Despite all the manipulations of conventional and non-conventional monetary policy instruments, the impact on real GDP growth in most countries has been muted.

So it is no surprise that people are beginning to ask what the hell is going on with central banks purchasing massive volumes of financial assets from the non-government sector in return for the instant creation of bank reserves yet real GDP growth appears to be slowing.

Of course, it’s no surprise that the monetary policy changes have been largely ineffective in terms of counter-stabilisation objectives.

Any understanding of the way the monetary system and the banking system within it operate would lead one to make that conclusion in advance of any policy change.

Please read the following blogs – Building bank reserves will not expand credit and Building bank reserves is not inflationary – for further discussion.”

7 Ingelesez: “There is no differentiation between public and private debt. The GFC was a private debt problem and that problem remains. It will be made worse if governments try to reduce their fiscal deficits and squeeze growth, which, in turn, squeezes non-government incomes and the capacity to repay debt.

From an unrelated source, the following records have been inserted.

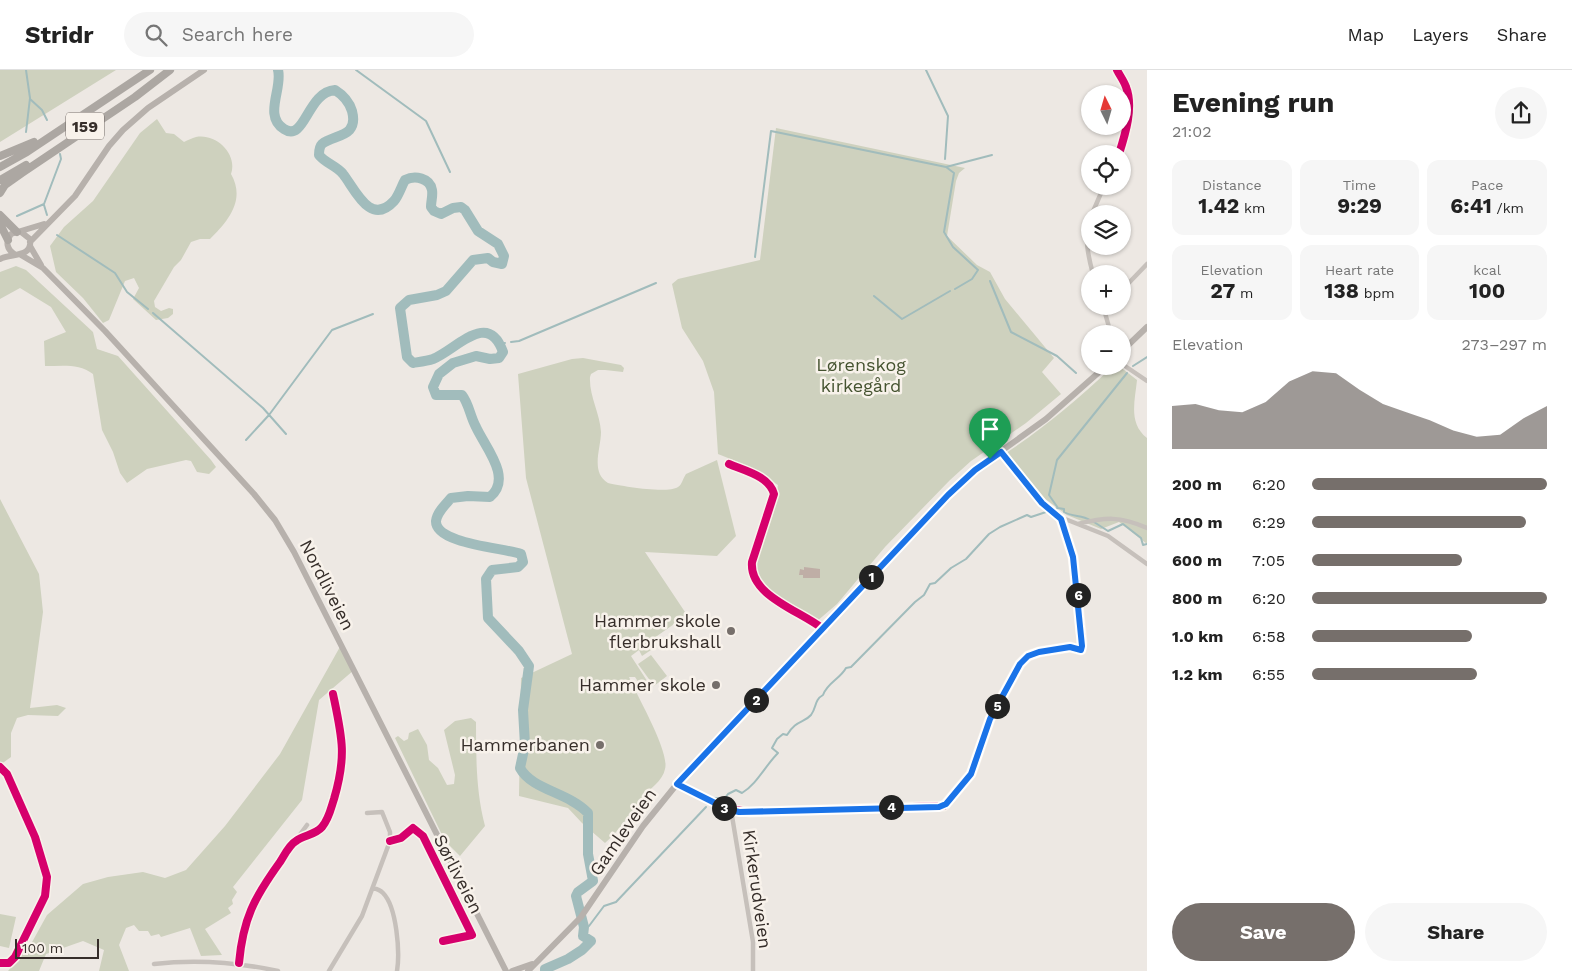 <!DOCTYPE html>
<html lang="en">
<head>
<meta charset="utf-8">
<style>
	body { margin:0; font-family:"Work Sans",sans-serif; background:#f6f6f6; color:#222; height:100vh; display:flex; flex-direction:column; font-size:19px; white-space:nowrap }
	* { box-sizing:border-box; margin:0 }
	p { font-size:16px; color:#767676 }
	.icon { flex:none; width:28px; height:28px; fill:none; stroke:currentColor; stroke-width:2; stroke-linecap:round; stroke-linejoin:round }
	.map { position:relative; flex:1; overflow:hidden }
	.sheet { display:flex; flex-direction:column; background:#fff; width:425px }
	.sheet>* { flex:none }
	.needle { width:32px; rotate:355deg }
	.fabs { position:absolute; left:1081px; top:15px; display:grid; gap:10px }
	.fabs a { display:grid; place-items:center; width:50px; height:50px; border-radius:50%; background:#fff; box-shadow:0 1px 4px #0004; font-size:25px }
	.scale { position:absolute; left:15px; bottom:12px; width:84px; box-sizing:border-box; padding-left:5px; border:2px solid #362e2a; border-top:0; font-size:14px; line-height:18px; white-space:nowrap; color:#362e2a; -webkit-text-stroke:4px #f8f2eb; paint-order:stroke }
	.pin { position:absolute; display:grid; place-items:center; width:42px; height:42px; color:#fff; margin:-51px -21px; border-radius:50% 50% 50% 0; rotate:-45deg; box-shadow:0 0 5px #0007 }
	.pin .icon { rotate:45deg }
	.km { position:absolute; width:25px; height:25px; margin:-12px; border-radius:50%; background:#222; color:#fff; font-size:14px; line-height:25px; text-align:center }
	.round { display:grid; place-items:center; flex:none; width:52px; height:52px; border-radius:26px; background:#f6f6f6 }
	.summary { display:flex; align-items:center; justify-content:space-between; height:85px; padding:0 25px }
	h1 { font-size:28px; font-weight:700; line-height:38px }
	.figures { display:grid; grid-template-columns:repeat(3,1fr); gap:8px; height:85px; padding:5px 25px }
	.figures div { display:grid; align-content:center; border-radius:12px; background:#f6f6f6; text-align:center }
	.figures b { font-size:21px; font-weight:700 }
	.figures small { font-size:14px; font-weight:400 }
	.figures p { font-size:14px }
	.chart { height:140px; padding:10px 25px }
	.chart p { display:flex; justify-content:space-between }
	.chart svg { width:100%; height:90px; margin-top:5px; fill:#766f6b; opacity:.7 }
	.cta { display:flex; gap:10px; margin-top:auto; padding:10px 25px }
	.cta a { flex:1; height:58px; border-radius:30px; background:#766f6b; color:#fff; font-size:20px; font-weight:700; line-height:58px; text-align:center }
	.cta a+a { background:#f6f6f6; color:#222 }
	ul { padding:0 25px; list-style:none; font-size:16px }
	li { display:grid; grid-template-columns:80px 60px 1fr; align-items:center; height:38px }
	li i { height:12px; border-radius:6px; background:#766f6b }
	header { display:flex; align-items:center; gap:30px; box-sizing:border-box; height:70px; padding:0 25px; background:#fff; border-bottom:1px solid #e0e0e0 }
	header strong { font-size:24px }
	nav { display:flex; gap:28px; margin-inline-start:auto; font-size:18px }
	.search { width:350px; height:45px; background:#f6f6f6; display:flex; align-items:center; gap:12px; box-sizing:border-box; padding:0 18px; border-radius:28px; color:#767676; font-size:19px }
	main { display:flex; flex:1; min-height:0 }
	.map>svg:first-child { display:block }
	.green { fill:#ced1be }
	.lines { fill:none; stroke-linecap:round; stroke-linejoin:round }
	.stream { stroke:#a1bcbc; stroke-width:2 }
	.river { stroke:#a1bcbc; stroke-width:10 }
	.building { fill:#bfaea6 }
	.street { stroke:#c6c0bb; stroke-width:4.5 }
	.secondary { stroke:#b7b1ac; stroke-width:6 }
	.highway { stroke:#aca7a2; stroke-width:8 }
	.cycleway-casing { stroke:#f8f2eb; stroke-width:11 }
	.cycleway { stroke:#d6006c; stroke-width:8 }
	.route-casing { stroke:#fff; stroke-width:10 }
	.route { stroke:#1a73e8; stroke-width:6 }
	.poi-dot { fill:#766f6b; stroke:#f8f2eb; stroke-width:2 }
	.labels { text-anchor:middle; stroke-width:5; stroke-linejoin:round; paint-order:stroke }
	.shield { fill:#f8f2eb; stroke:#706964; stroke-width:1 }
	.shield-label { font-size:16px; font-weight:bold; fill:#362e2a }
	.park-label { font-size:18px; fill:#455330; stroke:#f8f2eb }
	.street-label { font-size:18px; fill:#362e2a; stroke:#f8f2eb }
	.poi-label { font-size:18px; fill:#362e2a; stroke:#f8f2eb; text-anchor:end }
</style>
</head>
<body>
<header>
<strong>Stridr</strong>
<div class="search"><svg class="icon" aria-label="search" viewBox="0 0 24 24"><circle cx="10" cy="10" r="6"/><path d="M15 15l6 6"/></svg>Search here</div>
<nav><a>Map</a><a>Layers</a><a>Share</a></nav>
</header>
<main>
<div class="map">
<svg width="1147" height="901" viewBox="0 0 1147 901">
	<rect width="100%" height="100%" fill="#ede8e3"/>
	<path class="green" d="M 0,0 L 116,0 L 0,72 Z
		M 157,49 L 166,63 L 174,64 L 184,72 C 188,70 192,68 196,67 C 216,63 238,84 231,104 C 246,130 228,151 210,169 L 200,169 L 191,172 L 181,190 L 174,197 L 154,231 L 155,237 L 161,241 L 169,238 L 173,239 L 173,244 L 168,248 L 156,250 L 133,229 L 139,218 L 134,208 L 125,211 L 109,250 L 103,253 L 83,228 L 56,202 L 50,176 L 64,157 L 93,131 L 140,63 Z
		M 776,58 L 965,98 L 959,103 L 956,111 L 947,166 L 977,195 L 990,202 L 1005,229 L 1054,288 L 1042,302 L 1061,324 L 1026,353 L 971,391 L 950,410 L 885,477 L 837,534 L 816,552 L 767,518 L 756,503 L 756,493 L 773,444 L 778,415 L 748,396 L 718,384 L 714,322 L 703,291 L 682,258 L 672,214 L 678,209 L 760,190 Z
		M 16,196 L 26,200 L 93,262 L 97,279 L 118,286 L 211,390 L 216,397 L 209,404 L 197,402 L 191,391 L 186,390 L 147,399 L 127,413 L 120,403 L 113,382 L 102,360 L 93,304 C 79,293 62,296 45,296 L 44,271 L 66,262 L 51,237 L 20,218 L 0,229 L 0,202 Z
		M 583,288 L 621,295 L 624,298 L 623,302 L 605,300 L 598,300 L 591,304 L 590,307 C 589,326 600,343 601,362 C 601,379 590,402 608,413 C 621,416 667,424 678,417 C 682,415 683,408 686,404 L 717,390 L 736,466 L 717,486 L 645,482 L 687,545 L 647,573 L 651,580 L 642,586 L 639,580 L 631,586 L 651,617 L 645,622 L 635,607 L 629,607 C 637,626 670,682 665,699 C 663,711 649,719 641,729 C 630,744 620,760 605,773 L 582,753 L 568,738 L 519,726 L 521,608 L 572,584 L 526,408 L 518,304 L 572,289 Z
		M 1119,296 L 1137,310 C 1135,331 1128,353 1147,368 L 1147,474 L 1119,452 L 1101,459 L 1067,445 L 1033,420 L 1006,383 C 1044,358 1077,330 1110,299 Z
		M 0,429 L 39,504 L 43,542 L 30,638 L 57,635 L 66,638 L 58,646 L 28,645 L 17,648 L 11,663 L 11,687 L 0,695 Z
		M 341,575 L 354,600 L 319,630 L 302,730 L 233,817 L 237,822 L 232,830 L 233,834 L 228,838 L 231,843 L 205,859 L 222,885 L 201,886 L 190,858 L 161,867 L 159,864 L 151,866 L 148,861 L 139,861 L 134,855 L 126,858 L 119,875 L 129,901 L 99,901 L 104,880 L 83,871 L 46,884 L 39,901 L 0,901 L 8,901 L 31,874 L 47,845 L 83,814 L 108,807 L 143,802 L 165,808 L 186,800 L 225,756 L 280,684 Z
		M 651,585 L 667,606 L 654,616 L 638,594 Z
		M 471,648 L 476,652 C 476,687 476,722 485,756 L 460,786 L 445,771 L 395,668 L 398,666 L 404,671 L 408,669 L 409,663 L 418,659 L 427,675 L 429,690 L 438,698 L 447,715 L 454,714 L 455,705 L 444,660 L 455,651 Z
		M 0,844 L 16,847 L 9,878 L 0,876 Z"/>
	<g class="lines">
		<path class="stream" d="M 356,0 L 426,51 L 450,102
			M 926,0 L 948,46 L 945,89
			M 30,29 L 42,40 L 47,50
			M 26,62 L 30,28 L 26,0
			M 946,97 L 992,85
			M 44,135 L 47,145
			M 17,146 L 44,134 L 61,89 L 60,84
			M 57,165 L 115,203 L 127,222 L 148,239
			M 755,187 L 771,61 L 946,97 L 954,103 L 944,162 L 953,177 L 978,200 L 972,209 L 955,219
			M 990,211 L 1011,262 L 1057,286 L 1076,303
			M 874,226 L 902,249 L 950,221
			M 153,243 L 263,338 L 286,364
			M 511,272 L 519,271 L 656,213
			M 500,274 L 505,273
			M 1133,296 L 1147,287
			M 246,370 L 269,345 L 332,260 L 373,244
			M 1058,438 L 1049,425 L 1057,390 L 1127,303
			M 1094,452 L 1108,461 L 1123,454 L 1141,468 L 1143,475 L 1147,474
			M 714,728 L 724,729 L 728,724 L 736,720 L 742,723 C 757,714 765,696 778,683 L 772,678 L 777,669 L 783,664 L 787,665 C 796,650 804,653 811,645 C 817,637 814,630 823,625 C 827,613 840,609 846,598 L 851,597 L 915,532 L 924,525 L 930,514 L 935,513 L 951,498 L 966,489 L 989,464 L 1000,457 L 1027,445 L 1031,447 L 1058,438 L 1064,439 L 1064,442 C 1073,447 1082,445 1090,450
			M 584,857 L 589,856 L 604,836 L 616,832 L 706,737"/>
		<path class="river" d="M 278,0 C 283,18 263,46 284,59 C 305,73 307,22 335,20 C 343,25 349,31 352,41 C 359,68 334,64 322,74 C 319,77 319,81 319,85 C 325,93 337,96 343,104 C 355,119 370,157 394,131 C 399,125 401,117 405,110 C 415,105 430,108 432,120 C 433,126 431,131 431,137 L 434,141 L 441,144 L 453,138 L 461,137 L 465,140 L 478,161 L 498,174 L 504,186 L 502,194 L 493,192 L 488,188 L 473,190 L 446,221 L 437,225 L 409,230 L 400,238 L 407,287 L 413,293 C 419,292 427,291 433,289 C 456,280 488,239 503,282 L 499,288 L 490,289 L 476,286 L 453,293 L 439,304 L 433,317 L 436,325 L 462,325 C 469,334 470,346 476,357 C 485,377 513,408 490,427 L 468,426 L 451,428 C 446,434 437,442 436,451 C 435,474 505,478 521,484 L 523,492 L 518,497 L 492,500 L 486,509 L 488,548 L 519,581 L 529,596 L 523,640 L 525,675 L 520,698 C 532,720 568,722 588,743 L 588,784 L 593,811 L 578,822 L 576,826 L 584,857 L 583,866 L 591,871 L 582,880 L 568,889 L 545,899 L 545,901"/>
	</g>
	<path class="building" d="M 804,497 L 820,499 L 820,508 L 803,508 L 803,505 L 799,505 L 800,499 L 804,500 Z"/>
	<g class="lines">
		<path class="street" d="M 1117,0 C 1120,6 1124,11 1126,17 C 1134,37 1125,65 1119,84
			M 1092,144 L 1104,116
			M 1090,149 C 1084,167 1088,186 1093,204
			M 1122,220 L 1147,194
			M 1103,236 L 1111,264
			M 1122,294 L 1147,311
			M 1001,382 L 1042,433 L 1055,445 L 1108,466 L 1147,494
			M 729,394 C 745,401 769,406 774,424 L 752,492 C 749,526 801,541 823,559
			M 1078,454 C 1106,447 1120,446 1147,458
			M 0,697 L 7,704 L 35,767 L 47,807 L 45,826 L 15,887 L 9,893 L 0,893
			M 677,714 L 727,739 L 732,746 L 753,872 L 753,901
			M 727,739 L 750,742 L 944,736 L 971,704 L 990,649 L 1020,594 L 1028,586 L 1039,582 L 1070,577 L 1081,580 L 1082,572 L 1073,487 L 1061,449
			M 296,770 L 307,755
			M 390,771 L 401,768 L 413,758 L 423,766 L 472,865 L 443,871
			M 373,818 C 377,819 380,820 383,823 C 397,837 400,883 397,901
			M 239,893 C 243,849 254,828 280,792 C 284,786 289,775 296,771 C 304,765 315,765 322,757 C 329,749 331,738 334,729 C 347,685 342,667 333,624
			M 154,894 C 197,889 236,892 278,901
			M 329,901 L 362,846 L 390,771 L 390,762 L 382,742 L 367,743"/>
		<path class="secondary" d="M 30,172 L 75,126 L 109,76 L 123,60 L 148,38 L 204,0
			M 30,176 L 41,195
			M 14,184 C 7,179 5,172 11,164 L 44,154
			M 21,185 L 43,198 L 105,261 L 254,424 L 275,450 L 294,482 L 506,901
			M 0,189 C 12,183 33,188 30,169 L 21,162
			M 1122,281 L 1147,257
			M 512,901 L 532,894
			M 528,901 L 581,847 L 643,756 L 681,709 L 947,425 L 975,400 L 1046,349 L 1106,296"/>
		<path class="highway" d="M 0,86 L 34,72
			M 0,97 L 27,82 L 150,0
			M 0,110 L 26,95
			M 0,123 L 5,115 L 22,103 L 135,27 L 170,0
			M 0,145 L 17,162
			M 0,154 L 8,170"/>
		<defs>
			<path id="cycleway" d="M 1117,0 C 1120,6 1124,11 1126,17 C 1134,37 1125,65 1119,84
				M 729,394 C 745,401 769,406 774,424 L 752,492 C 749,526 801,541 823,559
				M 0,697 L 7,704 L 35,767 L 47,807 L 45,826 L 15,887 L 9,893 L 0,893
				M 727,739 L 750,742 L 944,736 L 971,704 L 990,649 L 1020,594 L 1028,586 L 1039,582 L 1070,577 L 1081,580 L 1082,572 L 1073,487 L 1061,449
				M 390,771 L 401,768 L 413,758 L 423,766 L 472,865 L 443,871
				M 239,893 C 243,849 254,828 280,792 C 284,786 289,775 296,771 C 304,765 315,765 322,757 C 329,749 331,738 334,729 C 347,685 342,667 333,624"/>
		</defs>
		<use href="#cycleway" class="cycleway-casing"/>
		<use href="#cycleway" class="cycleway"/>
	</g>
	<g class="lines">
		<defs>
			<path id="route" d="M 1001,382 L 1042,433 L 1061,449 L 1073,487 L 1082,576 L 1081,580 L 1070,577 L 1039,582 L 1028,586 L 1020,594 L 990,649 L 971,704 L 946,734 L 939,737 L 739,742 L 727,739 L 677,714 L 948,425 L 975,400 Z"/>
		</defs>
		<use href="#route" class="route-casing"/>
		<use href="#route" class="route"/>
	</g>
	<g class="poi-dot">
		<circle cx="731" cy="561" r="5"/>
		<circle cx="716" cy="615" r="5"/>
		<circle cx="600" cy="675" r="5"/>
	</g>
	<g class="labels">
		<rect class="shield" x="66" y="42.5" width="38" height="27" rx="4"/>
		<g class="shield-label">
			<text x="85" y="62">159</text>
		</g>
		<g class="park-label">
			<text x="861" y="301">Lørenskog<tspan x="861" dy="21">kirkegård</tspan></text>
		</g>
		<g class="street-label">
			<text transform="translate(327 515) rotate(63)" y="6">Nordliveien</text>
			<text transform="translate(623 762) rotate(-55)" y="6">Gamleveien</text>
			<text transform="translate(458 804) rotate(63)" y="6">Sørliveien</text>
			<text transform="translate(757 819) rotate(82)" y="6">Kirkerudveien</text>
		</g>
		<g class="poi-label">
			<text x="721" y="557">Hammer skole<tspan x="721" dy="21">flerbrukshall</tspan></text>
			<text x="706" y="621">Hammer skole</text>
			<text x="590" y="681">Hammerbanen</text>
		</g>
	</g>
</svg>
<div class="fabs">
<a><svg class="needle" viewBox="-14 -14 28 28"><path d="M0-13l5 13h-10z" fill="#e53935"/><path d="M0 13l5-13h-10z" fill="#767676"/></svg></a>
<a><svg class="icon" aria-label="locate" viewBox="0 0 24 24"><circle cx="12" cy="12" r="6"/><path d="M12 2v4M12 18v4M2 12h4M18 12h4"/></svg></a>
<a><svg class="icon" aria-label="layers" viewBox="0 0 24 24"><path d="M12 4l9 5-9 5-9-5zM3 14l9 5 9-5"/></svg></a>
<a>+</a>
<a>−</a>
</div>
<div class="scale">100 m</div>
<div class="pin" style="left:990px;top:389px;background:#1e9e55"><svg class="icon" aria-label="arrive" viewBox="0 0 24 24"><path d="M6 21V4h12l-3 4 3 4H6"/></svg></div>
<b class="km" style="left:871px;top:507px">1</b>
<b class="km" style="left:756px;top:630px">2</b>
<b class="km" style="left:724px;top:738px">3</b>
<b class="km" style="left:891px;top:737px">4</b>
<b class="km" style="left:997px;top:636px">5</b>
<b class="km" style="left:1078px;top:525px">6</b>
</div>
<section class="sheet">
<div class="summary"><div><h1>Evening run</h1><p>21:02</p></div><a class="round"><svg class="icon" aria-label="share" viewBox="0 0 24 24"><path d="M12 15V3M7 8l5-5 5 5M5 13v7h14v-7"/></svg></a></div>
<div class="figures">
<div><p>Distance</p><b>1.42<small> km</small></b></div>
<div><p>Time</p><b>9:29</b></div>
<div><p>Pace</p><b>6:41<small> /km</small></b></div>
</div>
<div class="figures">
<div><p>Elevation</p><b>27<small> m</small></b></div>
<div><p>Heart rate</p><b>138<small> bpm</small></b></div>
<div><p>kcal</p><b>100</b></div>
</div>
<div class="chart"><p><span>Elevation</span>273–297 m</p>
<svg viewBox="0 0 160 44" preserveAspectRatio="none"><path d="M0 44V23L10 22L20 25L30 26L40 21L50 11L60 6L70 7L80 15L90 22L100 26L110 30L120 35L130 38L140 37L150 29L160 23V44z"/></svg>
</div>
<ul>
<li><b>200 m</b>6:20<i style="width:100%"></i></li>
<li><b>400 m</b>6:29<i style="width:91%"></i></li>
<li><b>600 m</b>7:05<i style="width:64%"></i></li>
<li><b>800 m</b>6:20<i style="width:100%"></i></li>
<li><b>1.0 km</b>6:58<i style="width:68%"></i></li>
<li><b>1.2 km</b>6:55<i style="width:70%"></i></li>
</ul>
<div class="cta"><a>Save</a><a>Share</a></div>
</section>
</main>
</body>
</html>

There is no differentiation between the public debt of sovereign nations and the debt held by Eurozone nations. The latter are highly exposed to credit risk because the debt is in a foreign currency – the euro.

8 Ingelesez: “There is no recognition that the fiscal austerity has cruelled private sector capital formation (investment), which has, damaged productivity growth.

Further, so-called internal devaluation policies (aka wage attacks etc) have reduced the incentive for firms to invest in labour-saving (higher productivity) technologies.”

9 Ingelesez: “The financial markets are full of lemmings who run to the cliff at the slightest fright. In essence, falling sharemarket prices should have little impact on the real economy and, at any rate, the sovereign govenrment can always minimise any real effects spilling over anyway.

But, with governments poised to inflict further damage via fiscal cutbacks, and everyone seeing the impotence of monetary policy, the conclusion that things are out of control again is easy to make.”